◆ Exercise aim:
Wherever a line in the data below holds "function", copy that line.

◆ Data listing:

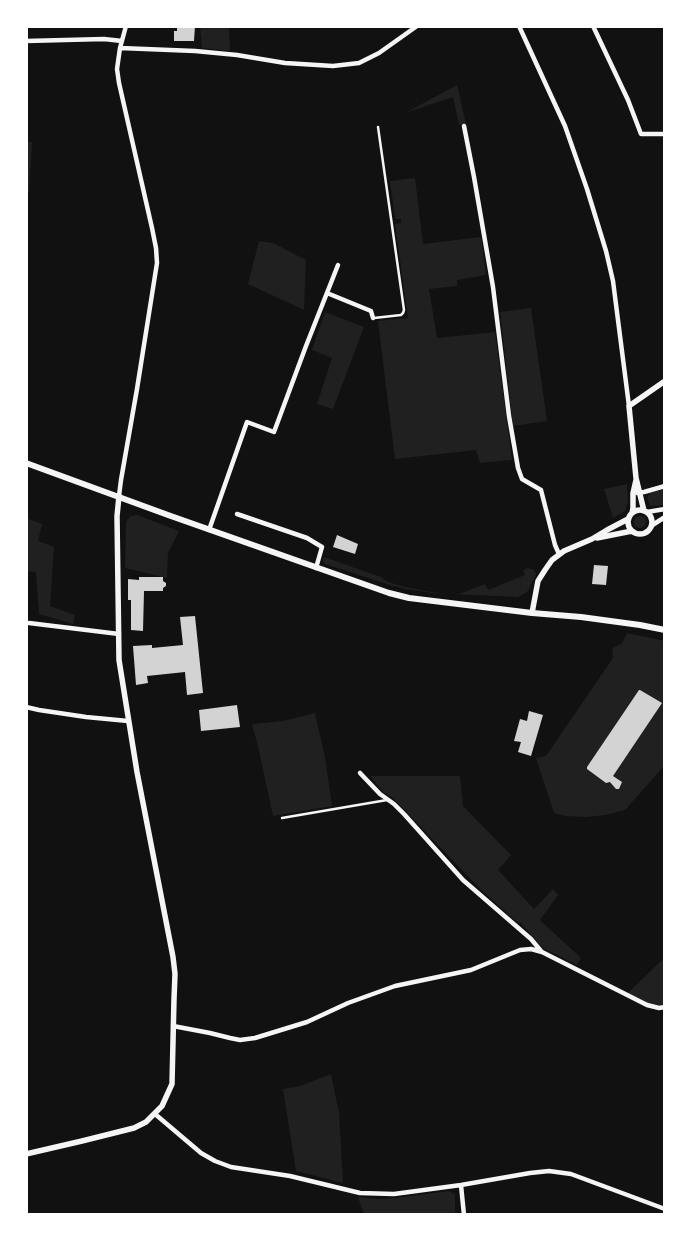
<!DOCTYPE html>
<html>
<head>
<meta charset="utf-8">
<style>
	body { margin:0 }
	#map { position:relative; width:691px; height:1241px; overflow:hidden; background:#111; font-family:Cabin,sans-serif }
	canvas { display:block }
	.frame { position:absolute; inset:0; border:28px solid #fff; pointer-events:none }
</style>
</head>
<body>
<div id="map">
<canvas width="691" height="1241"></canvas>
<div class="frame"></div>
</div>
<script>
const context = document.querySelector('canvas').getContext('2d');
context.lineJoin = 'round';
function paint(path, color) {
  context.fillStyle = color;
  context.fill(path, 'evenodd');
}
function toPath(rows) {
  const path = new Path2D();
  for (const r of rows) {
    if (r.length === 3) {
      path.moveTo(r[0] + r[2], r[1]);
      path.arc(r[0], r[1], r[2], 0, 2 * Math.PI);
      continue;
    }
    path.moveTo(r[0], r[1]);
    for (let i = 2; i < r.length; i += 2) path.lineTo(r[i], r[i + 1]);
  }
  return path;
}
function stroke(path, color, width, dash) {
  context.strokeStyle = color;
  context.lineWidth = width;
  context.lineCap = dash ? 'butt' : 'round';
  context.setLineDash(dash || []);
  context.stroke(path);
}
paint(toPath([
	[200,26,229,26,230,51,202,48],
	[457,85,466,124,459,125,453,97,405,113],
	[26,142,32,142,29,193,26,192],
	[415,178,423,244,481,237,486,275,457,280,457,286,429,289,437,338,495,332,512,460,480,463,476,450,395,459,378,321,408,318,395,224,401,223,401,219,395,219,390,181],
	[259,241,273,243,306,260,304,310,248,284],
	[531,308,547,421,513,426,500,312],
	[325,312,364,327,333,409,317,404,332,358,312,350],
	[627,484,628,501,625,511,613,518,604,489],
	[665,489,665,505,650,506,647,498,650,493],
	[137,515,179,531,168,553,167,578,125,568,126,522,130,516],
	[640,522,6],
	[26,518,42,524,38,541,54,547,50,606,75,615,73,624,39,614,36,572,26,571],
	[324,557,381,577,388,582,405,587,431,592,452,594,459,594,485,584,488,590,525,575,523,570,528,568,534,570,536,574,527,592,518,597,432,593,406,589,390,585,325,564,323,561],
	[627,633,665,641,665,765,625,810,606,815,586,817,566,816,554,813,536,758,546,756,613,658,612,653,613,648,622,643],
	[315,713,325,757,332,806,273,816,258,746,252,724,283,721],
	[370,776,460,776,463,806,511,855,498,870,534,909,553,889,558,895,540,920,581,958,577,965,543,948,520,922,518,923,481,890,392,797,383,792],
	[665,957,665,1005,659,1005,648,1003,628,993],
	[331,1074,339,1113,343,1183,296,1171,283,1089,300,1086],
	[448,1191,455,1194,455,1215,364,1215,358,1197,379,1199,397,1198]
]), '#202020');
paint(toPath([
	[177,26,195,26,194,41,174,41,174,31,177,31],
	[337,535,358,544,355,554,333,547],
	[594,565,608,566,606,585,592,584],
	[139,577,163,577,163,581,166,583,166,586,163,588,163,591,144,591,143,631,131,630,131,600,128,600,128,579,139,580],
	[195,616,203,693,187,695,185,672,147,676,148,683,136,685,133,646,152,645,152,648,183,645,180,617],
	[639,690,640,690,662,703,613,776,622,782,619,789,616,789,610,782,606,783,587,769,587,767],
	[237,705,240,727,201,731,199,710],
	[529,711,543,715,531,756,518,752,521,742,514,741,520,719,527,721]
]), '#d3d3d3');
stroke(toPath([
	[374,318,401,315,403,313,404,310,378,127],
	[282,818,387,800]
]), '#f5f5f5', 2.5);
stroke(toPath([
	[519,26,565,126,587,189,606,251,613,281,629,406],
	[593,26,628,100,641,134,665,134],
	[26,41,104,39,122,41],
	[120,48,195,51,237,55,285,63,333,66,359,63,379,53,417,26],
	[464,126,474,177,493,287,509,416,518,468,522,479,541,490,555,545,559,554],
	[327,293,371,311,373,318],
	[637,493,644,492,665,486],
	[119,496,121,480,137,389,157,263,156,248,152,228,119,83,117,69,120,48,126,26],
	[647,512,665,509],
	[237,514,307,538,322,547,316,568],
	[651,526,665,517],
	[209,530,247,422,274,432,306,346,338,265],
	[29,623,119,634],
	[26,707,39,710,86,717,128,721],
	[360,773,380,794,394,804,404,814,463,880,531,939,541,951],
	[173,1026,210,1033,230,1038,240,1040,255,1038,307,1022,348,1003,395,986,471,970,520,950,531,949,542,952,647,1005,659,1008,665,1007],
	[155,1114,201,1153,215,1161,231,1167,290,1176,360,1193,394,1194,461,1185,530,1173,549,1171,571,1174,665,1209],
	[461,1185,464,1215]
]), '#f5f5f5', 4.5);
stroke(toPath([
	[640,522,12],
	[644,511,636,478,629,406,665,381],
	[632,513,633,508,633,493,636,480],
	[597,538,632,531],
	[532,613,538,581,545,570,552,560,564,551,592,539,607,530,628,519],
	[26,1154,82,1141,134,1128,146,1122,162,1106,172,1084,174,999,175,974,173,957,137,772,119,660,117,516,119,496]
]), '#f5f5f5', 5.5);
stroke(toPath([
	[26,463,168,515,389,593,409,598,532,613,581,617,640,625,665,630]
]), '#f5f5f5', 6);
</script>
</body>
</html>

◆ Expected answer:
function paint(path, color) {
function toPath(rows) {
function stroke(path, color, width, dash) {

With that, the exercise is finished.